County Government workers are busy cleaning the town as parking attendants begin working.
It takes only a few minutes before you see an exasperated motorist gesticulating and others sweating when they realise they have driven themselves into a trap laid by parking attendants notorious for clamping cars.
As soon as one parks one’s car, the county staff disappears only to return to check whether the driver has paid for parking before they quickly clamp it. Many motorists have found their vehicles clamped in this manner by the rogue parking attendants.
The workers, who operate in groups of five, disappear just as magically as they appear after immobilising vehicles. The parking attendants have no apologies and do not talk to anyone, leaving motorists wondering if it is a crime to own a vehicle.
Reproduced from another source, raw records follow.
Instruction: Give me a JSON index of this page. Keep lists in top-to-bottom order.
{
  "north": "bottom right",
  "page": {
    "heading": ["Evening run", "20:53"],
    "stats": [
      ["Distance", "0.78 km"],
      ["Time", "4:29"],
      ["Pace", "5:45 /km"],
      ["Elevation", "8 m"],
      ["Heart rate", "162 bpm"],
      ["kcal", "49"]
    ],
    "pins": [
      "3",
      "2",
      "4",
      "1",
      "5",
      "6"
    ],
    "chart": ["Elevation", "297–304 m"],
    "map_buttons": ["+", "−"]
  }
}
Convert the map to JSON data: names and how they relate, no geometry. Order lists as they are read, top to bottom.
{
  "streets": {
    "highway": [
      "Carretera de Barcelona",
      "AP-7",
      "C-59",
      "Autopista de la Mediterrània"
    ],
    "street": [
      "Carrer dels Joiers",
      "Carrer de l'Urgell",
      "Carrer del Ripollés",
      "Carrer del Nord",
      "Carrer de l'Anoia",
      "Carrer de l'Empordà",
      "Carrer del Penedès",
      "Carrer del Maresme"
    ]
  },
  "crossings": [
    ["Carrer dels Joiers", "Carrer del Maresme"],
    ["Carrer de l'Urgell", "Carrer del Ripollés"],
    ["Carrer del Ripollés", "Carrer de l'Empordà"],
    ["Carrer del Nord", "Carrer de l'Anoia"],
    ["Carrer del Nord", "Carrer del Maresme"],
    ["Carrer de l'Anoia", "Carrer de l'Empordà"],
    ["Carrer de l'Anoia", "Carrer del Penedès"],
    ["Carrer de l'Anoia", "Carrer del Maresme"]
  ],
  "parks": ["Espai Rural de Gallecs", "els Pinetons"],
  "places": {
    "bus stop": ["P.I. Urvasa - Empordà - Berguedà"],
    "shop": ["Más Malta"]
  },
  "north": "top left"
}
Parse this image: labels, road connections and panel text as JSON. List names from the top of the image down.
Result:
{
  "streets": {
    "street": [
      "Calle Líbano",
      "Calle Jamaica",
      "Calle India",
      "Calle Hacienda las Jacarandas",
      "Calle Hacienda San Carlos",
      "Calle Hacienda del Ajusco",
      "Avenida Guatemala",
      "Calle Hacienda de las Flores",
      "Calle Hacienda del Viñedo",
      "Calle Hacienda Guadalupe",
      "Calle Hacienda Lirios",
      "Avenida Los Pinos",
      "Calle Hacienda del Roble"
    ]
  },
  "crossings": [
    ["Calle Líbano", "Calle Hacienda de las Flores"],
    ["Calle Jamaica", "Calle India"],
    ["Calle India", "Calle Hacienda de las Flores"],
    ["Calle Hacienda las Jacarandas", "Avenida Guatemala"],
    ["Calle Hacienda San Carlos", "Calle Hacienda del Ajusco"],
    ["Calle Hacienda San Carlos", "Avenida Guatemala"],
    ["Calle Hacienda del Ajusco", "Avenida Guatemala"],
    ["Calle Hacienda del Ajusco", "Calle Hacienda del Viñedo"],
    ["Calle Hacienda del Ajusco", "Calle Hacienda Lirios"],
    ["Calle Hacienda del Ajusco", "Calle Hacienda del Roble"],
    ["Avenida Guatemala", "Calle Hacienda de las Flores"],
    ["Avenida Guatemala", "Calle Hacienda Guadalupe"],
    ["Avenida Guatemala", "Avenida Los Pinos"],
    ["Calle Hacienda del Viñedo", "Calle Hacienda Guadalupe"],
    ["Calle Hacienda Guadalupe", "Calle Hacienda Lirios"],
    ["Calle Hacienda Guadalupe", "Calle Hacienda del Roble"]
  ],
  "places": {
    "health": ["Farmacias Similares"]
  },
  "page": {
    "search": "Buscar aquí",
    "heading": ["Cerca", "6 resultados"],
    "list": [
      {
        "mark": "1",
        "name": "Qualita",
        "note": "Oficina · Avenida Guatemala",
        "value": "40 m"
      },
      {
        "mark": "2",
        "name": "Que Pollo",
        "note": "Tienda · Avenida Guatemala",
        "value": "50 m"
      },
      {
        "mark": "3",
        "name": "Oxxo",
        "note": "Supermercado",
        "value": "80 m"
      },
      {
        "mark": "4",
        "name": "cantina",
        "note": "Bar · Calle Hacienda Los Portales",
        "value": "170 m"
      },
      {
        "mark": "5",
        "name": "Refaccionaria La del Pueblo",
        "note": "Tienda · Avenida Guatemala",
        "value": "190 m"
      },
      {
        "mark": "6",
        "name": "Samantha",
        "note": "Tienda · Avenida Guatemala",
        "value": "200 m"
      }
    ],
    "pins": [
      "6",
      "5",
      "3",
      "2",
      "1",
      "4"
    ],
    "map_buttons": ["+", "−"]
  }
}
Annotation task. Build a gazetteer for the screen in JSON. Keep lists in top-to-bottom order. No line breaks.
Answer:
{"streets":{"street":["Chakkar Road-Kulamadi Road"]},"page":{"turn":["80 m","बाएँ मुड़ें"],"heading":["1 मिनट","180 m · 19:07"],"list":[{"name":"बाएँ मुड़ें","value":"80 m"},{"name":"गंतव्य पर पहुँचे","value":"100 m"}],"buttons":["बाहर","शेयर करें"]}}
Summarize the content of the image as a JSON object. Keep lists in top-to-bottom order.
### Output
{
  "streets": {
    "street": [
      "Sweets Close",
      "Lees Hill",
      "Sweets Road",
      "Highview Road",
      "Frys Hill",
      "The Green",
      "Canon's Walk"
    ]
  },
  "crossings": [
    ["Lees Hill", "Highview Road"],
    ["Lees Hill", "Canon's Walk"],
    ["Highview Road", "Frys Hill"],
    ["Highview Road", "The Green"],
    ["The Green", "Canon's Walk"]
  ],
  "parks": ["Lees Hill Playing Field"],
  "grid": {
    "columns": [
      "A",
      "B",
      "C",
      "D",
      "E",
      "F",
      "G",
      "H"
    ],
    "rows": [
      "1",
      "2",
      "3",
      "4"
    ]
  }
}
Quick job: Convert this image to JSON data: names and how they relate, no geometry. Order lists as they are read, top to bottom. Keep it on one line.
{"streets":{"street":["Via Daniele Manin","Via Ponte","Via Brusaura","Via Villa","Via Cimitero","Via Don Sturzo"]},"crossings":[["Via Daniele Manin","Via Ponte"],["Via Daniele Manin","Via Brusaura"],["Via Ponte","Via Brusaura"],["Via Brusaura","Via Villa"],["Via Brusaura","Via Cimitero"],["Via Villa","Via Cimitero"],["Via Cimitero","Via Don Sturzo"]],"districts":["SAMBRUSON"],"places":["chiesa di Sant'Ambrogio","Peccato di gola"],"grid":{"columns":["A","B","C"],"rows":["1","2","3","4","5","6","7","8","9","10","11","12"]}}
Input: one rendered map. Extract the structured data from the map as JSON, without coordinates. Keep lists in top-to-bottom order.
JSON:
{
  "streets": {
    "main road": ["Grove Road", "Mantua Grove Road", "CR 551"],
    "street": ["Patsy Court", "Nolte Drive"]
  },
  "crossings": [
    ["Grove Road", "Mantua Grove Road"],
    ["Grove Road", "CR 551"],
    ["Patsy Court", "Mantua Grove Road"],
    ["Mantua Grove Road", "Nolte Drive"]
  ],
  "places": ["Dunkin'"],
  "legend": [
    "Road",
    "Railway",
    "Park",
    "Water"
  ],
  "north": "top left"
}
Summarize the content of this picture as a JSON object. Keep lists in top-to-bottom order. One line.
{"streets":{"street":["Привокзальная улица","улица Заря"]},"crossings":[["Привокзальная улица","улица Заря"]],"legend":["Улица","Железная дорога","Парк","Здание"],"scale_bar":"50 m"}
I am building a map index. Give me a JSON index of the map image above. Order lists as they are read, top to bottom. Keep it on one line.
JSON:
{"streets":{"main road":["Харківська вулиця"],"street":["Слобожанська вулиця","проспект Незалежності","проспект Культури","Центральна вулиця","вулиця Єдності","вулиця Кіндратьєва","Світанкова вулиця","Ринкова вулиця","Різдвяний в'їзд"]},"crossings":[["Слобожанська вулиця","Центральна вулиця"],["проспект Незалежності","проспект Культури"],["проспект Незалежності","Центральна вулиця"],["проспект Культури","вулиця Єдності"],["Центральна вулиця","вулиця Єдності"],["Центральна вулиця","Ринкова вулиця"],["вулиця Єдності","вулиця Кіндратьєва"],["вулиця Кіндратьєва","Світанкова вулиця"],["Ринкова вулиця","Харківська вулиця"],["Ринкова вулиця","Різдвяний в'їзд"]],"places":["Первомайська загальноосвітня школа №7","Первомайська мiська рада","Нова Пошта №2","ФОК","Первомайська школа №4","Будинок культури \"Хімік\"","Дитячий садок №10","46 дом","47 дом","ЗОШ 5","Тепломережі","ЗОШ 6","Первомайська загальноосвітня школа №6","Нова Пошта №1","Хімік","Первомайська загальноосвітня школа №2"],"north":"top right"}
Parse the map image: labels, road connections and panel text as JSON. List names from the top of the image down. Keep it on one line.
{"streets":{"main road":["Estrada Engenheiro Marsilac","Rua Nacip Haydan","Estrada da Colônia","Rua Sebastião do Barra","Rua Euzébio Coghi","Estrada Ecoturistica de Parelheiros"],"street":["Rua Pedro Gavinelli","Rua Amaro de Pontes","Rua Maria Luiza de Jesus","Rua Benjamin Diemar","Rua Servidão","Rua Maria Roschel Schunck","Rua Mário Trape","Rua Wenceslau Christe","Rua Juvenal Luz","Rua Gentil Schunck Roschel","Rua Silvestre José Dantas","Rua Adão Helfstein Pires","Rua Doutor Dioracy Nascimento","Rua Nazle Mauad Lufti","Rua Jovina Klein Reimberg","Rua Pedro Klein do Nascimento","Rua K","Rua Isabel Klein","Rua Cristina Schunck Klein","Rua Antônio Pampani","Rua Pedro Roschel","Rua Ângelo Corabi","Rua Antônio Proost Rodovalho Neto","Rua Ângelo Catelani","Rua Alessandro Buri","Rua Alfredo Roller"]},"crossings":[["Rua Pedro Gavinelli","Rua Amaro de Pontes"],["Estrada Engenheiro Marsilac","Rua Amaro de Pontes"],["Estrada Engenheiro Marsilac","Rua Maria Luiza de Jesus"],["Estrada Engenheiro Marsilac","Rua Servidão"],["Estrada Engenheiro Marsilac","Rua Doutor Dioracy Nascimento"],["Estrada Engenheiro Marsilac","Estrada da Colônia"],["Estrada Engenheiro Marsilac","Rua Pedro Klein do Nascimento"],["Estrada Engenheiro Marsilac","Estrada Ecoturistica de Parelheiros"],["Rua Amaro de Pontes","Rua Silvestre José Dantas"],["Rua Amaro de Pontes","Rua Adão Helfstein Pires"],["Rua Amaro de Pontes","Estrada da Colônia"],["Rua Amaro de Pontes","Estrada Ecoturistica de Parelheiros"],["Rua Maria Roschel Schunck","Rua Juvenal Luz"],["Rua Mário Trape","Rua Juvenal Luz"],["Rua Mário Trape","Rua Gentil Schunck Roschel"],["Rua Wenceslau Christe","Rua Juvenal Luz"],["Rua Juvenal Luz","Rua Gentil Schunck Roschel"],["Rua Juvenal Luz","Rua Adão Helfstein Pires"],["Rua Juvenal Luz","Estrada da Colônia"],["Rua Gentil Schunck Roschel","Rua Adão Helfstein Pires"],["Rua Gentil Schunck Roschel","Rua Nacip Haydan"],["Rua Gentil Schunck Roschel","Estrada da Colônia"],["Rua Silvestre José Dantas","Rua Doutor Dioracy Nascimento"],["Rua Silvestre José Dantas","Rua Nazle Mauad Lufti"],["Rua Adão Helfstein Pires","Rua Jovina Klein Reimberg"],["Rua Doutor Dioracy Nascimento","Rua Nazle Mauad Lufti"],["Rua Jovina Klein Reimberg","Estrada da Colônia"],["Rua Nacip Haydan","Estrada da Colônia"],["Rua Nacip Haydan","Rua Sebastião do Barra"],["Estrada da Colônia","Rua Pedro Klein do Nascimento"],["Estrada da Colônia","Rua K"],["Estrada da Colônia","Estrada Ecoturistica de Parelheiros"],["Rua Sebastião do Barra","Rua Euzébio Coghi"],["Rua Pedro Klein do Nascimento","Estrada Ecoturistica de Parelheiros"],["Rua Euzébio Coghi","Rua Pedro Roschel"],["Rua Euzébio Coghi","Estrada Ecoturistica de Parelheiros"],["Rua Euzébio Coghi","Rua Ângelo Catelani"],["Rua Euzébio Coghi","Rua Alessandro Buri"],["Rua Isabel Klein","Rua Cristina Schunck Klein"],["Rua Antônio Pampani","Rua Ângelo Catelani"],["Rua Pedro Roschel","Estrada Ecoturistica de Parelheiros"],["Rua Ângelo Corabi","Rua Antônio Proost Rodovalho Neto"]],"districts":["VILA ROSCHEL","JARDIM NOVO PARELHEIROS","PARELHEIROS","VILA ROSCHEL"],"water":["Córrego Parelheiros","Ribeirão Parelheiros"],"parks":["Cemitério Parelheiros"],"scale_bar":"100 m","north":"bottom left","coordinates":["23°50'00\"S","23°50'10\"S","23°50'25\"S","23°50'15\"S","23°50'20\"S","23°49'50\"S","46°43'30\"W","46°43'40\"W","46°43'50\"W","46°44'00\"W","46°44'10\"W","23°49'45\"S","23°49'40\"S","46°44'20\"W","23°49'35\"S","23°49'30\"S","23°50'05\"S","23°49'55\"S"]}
The rogue staff are not interested in the Sh100 parking fee; their target is the Sh1,100 penalty a motorist parts with before they can remove the clamp or the bribe they will get after negotiating with desperate victims.
Abuse of law
Contrary to normal practice where the staff clamp vehicles for failure by motorists to pay parking fees, pulling over for even a minute in Nakuru town is a costly affair.
Motorists who spoke to The Standard on Saturday, said the notorious parking attendants are stationed along the busy Kenyatta Avenue.
Paul Kiprono terms the acts by the county staff robbery.
“It is madness. When I asked them what they were doing to the front tyre of my car while I was still unstrapping the safety belt, one of them threw a Sh1,100 invoice and I looked at the parking attendants closer to see if they were wearing masks. Thieves sometimes have the decency to put on masks while robbing people,” said Mr Kiprono.
The complaints raised by motorists stem from blatant abuse of the law by the parking attendants.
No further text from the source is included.